**Collected data:**

=== Begin Enclosure ===

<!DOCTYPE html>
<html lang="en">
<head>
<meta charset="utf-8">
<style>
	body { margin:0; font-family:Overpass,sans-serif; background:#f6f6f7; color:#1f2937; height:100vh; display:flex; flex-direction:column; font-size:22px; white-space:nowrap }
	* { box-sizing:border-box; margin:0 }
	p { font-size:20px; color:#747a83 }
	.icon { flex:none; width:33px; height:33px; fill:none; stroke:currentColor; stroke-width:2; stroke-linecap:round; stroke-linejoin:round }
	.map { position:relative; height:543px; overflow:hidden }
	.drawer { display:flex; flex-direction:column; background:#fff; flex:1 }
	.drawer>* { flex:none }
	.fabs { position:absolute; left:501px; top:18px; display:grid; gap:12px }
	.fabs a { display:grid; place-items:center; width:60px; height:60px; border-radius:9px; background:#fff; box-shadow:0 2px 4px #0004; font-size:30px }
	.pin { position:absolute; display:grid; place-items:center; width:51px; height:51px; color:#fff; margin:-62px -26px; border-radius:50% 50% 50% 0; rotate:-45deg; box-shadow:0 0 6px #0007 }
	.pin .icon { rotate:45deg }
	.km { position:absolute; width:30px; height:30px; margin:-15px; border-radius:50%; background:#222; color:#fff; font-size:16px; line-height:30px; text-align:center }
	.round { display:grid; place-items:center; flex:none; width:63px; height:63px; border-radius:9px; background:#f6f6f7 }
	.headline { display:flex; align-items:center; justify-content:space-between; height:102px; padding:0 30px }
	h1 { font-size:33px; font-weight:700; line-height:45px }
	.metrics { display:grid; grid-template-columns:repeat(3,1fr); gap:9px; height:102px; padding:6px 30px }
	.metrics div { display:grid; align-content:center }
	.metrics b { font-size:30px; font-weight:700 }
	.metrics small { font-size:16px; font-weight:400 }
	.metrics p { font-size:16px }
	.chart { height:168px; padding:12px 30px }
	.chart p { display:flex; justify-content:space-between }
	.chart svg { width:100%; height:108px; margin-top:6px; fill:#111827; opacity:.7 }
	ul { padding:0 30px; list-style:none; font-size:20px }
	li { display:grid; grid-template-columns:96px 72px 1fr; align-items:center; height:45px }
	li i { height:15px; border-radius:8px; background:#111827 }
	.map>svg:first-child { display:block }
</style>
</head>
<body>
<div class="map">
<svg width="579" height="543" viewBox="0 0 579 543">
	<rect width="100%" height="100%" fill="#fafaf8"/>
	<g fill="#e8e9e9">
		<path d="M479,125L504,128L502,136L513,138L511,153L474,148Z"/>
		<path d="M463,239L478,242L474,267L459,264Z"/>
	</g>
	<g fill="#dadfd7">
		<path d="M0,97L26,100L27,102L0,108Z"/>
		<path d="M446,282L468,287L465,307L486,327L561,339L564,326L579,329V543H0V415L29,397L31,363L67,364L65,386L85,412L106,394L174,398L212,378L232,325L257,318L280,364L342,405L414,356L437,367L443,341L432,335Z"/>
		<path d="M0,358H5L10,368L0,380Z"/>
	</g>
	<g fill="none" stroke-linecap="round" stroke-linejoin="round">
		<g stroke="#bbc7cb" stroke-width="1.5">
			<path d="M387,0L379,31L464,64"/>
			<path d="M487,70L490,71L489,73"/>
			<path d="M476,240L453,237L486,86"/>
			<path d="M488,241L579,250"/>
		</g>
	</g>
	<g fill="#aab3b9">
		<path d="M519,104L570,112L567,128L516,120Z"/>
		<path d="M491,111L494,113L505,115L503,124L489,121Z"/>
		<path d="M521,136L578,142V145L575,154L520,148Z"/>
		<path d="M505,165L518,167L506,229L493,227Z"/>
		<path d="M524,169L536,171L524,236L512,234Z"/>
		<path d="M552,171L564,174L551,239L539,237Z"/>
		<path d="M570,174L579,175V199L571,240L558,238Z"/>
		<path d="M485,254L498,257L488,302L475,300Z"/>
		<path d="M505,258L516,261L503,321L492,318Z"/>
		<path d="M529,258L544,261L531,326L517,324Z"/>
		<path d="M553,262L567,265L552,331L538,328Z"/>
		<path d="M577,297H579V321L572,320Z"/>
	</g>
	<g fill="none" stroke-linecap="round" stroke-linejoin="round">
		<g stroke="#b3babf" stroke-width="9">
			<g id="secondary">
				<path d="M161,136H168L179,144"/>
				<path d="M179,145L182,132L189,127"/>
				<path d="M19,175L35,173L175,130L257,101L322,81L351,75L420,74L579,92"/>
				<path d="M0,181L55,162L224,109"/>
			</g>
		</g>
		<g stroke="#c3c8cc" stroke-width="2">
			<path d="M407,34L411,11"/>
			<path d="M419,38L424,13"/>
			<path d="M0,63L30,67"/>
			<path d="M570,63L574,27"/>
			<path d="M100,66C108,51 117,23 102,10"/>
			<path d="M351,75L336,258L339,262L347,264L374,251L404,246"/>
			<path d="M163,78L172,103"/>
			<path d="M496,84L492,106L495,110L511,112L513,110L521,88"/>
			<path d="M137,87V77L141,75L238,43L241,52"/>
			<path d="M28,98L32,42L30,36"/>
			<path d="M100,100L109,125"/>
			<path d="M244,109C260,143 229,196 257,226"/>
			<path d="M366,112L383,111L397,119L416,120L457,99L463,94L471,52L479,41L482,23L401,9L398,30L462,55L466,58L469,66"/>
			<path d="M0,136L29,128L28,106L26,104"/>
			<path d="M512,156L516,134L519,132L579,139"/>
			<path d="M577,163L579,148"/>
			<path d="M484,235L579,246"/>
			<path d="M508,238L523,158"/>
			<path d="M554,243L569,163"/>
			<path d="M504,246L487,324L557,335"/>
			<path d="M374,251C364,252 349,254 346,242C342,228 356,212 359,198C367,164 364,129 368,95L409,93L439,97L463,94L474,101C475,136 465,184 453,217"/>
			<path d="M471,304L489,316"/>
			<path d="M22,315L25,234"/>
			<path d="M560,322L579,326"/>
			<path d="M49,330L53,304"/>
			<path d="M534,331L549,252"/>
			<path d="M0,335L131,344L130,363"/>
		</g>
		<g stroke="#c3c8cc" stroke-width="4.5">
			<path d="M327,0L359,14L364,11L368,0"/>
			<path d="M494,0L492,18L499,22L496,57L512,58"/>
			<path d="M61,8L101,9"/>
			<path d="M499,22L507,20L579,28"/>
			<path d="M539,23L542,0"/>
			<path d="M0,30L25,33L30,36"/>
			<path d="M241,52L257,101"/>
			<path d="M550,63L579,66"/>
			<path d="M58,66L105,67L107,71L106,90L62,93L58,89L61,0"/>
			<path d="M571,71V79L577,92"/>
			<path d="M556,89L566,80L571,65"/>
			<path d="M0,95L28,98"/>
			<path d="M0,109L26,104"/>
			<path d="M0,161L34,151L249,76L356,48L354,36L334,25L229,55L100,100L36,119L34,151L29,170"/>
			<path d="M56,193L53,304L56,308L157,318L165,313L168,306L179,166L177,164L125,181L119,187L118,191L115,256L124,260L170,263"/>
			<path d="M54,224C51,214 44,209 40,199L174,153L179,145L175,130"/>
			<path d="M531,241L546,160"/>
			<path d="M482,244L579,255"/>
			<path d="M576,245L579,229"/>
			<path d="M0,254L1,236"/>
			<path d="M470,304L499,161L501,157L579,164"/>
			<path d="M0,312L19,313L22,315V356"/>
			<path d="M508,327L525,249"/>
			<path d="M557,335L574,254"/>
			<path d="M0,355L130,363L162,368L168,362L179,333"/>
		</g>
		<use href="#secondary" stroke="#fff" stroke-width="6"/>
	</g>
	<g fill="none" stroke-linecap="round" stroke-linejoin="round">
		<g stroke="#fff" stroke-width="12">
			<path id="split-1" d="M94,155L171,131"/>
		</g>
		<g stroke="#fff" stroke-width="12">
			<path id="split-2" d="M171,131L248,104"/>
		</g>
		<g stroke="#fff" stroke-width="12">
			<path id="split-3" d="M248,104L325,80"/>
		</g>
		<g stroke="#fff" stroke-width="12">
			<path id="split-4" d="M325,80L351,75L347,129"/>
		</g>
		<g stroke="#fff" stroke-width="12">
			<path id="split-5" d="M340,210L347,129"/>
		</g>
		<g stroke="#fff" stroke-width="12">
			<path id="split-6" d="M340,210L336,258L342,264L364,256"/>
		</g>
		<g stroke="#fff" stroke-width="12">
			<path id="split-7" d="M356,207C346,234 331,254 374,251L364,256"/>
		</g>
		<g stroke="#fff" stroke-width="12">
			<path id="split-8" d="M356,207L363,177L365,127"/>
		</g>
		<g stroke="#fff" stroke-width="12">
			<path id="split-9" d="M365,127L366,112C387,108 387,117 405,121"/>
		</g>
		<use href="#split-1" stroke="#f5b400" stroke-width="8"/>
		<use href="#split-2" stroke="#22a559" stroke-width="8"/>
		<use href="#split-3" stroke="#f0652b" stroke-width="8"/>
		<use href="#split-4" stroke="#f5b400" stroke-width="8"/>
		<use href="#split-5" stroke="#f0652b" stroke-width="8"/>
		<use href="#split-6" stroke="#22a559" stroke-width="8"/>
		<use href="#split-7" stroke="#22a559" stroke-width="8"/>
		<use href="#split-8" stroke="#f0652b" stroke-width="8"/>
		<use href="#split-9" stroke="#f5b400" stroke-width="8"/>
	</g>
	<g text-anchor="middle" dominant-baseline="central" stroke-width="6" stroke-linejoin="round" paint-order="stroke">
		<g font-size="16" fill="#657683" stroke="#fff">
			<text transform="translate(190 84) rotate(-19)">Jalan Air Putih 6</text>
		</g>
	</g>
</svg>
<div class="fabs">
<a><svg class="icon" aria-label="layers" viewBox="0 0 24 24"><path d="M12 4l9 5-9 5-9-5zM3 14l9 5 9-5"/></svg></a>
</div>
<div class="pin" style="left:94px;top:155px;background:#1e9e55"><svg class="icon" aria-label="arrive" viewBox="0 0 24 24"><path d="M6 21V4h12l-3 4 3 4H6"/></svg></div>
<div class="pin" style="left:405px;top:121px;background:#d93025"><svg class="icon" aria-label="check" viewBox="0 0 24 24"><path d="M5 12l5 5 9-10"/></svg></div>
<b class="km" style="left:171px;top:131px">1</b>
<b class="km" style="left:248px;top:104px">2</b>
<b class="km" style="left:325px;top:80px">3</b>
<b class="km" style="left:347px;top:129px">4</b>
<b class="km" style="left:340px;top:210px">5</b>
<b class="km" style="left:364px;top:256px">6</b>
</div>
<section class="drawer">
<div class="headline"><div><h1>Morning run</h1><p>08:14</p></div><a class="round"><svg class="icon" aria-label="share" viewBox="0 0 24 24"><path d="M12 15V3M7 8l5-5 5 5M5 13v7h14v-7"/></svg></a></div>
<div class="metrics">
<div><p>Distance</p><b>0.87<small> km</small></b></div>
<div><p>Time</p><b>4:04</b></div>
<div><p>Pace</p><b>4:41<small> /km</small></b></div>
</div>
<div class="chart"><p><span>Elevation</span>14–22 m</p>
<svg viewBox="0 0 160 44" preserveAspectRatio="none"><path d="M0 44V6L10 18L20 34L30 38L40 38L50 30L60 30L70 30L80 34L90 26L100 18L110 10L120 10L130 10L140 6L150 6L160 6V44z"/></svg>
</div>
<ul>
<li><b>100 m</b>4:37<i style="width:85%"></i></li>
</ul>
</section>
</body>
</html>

=== End Enclosure ===

For each line in the data above that contains the string "weight", extract the line.

	h1 { font-size:33px; font-weight:700; line-height:45px }
	.metrics b { font-size:30px; font-weight:700 }
	.metrics small { font-size:16px; font-weight:400 }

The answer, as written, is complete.